WORK INSTRUCTION
Go through the material under this sentence. Return every line holding "data".

● ● ● ●

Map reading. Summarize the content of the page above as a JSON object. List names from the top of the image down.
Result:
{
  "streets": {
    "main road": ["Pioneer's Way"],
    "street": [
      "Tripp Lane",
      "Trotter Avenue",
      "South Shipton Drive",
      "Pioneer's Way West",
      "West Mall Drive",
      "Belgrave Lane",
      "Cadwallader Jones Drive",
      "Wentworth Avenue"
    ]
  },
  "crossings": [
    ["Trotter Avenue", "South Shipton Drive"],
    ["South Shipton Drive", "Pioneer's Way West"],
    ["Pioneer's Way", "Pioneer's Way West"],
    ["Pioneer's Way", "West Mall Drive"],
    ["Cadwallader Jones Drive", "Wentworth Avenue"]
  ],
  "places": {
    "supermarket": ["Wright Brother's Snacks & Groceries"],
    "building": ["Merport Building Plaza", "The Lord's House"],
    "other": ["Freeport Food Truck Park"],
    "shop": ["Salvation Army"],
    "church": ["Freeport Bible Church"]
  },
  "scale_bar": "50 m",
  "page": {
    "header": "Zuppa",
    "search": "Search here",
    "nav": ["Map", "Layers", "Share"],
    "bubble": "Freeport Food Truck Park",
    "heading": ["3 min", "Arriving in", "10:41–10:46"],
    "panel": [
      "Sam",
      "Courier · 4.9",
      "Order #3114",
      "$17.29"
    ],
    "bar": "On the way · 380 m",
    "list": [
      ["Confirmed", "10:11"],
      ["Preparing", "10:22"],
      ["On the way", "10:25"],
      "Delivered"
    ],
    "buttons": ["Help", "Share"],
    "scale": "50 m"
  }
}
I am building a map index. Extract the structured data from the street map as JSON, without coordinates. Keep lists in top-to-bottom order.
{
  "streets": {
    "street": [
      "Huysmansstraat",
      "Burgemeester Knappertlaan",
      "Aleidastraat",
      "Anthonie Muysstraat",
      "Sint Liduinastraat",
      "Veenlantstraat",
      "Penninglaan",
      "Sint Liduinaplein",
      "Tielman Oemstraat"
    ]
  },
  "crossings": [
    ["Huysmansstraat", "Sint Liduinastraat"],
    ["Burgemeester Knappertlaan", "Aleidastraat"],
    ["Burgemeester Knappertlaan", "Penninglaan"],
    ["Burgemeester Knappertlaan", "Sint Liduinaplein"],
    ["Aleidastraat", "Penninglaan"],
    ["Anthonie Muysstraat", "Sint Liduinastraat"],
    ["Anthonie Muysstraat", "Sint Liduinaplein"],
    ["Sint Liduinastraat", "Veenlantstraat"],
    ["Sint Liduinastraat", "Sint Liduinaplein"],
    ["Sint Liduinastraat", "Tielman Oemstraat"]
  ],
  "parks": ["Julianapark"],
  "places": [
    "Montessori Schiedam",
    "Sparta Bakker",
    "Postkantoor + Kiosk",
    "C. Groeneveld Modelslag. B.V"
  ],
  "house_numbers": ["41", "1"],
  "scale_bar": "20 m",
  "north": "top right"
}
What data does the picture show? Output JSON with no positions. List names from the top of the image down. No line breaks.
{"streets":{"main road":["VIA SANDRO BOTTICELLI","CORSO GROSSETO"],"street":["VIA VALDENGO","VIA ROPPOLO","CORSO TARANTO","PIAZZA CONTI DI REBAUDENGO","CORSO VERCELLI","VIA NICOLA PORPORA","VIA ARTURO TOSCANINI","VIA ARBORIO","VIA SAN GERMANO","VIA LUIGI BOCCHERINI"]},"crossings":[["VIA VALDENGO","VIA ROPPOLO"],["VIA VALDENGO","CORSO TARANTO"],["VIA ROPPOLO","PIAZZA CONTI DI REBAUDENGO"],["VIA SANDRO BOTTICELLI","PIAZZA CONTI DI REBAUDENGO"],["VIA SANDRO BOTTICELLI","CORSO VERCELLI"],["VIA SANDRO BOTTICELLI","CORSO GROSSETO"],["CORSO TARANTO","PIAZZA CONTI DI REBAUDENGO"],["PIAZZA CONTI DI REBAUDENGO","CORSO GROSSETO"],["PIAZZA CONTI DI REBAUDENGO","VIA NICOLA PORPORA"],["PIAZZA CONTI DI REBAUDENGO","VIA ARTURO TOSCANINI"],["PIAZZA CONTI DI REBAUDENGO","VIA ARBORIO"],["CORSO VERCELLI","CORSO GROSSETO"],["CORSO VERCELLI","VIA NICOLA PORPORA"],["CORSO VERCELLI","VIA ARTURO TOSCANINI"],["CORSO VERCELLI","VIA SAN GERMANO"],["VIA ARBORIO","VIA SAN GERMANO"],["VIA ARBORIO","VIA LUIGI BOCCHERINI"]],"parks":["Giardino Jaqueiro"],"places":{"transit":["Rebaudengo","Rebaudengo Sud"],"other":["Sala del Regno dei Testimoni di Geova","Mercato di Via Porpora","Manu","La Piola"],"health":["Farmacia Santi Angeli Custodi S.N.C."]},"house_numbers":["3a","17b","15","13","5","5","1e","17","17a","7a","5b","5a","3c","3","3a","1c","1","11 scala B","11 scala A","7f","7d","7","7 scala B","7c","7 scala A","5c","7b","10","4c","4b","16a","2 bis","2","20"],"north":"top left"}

● ● ● ●

SOLUTION TO THE EXERCISE
I am building a map index. Extract the structured data from the street map as JSON, without coordinates. Keep lists in top-to-bottom order.
What data does the picture show? Output JSON with no positions. List names from the top of the image down. No line breaks.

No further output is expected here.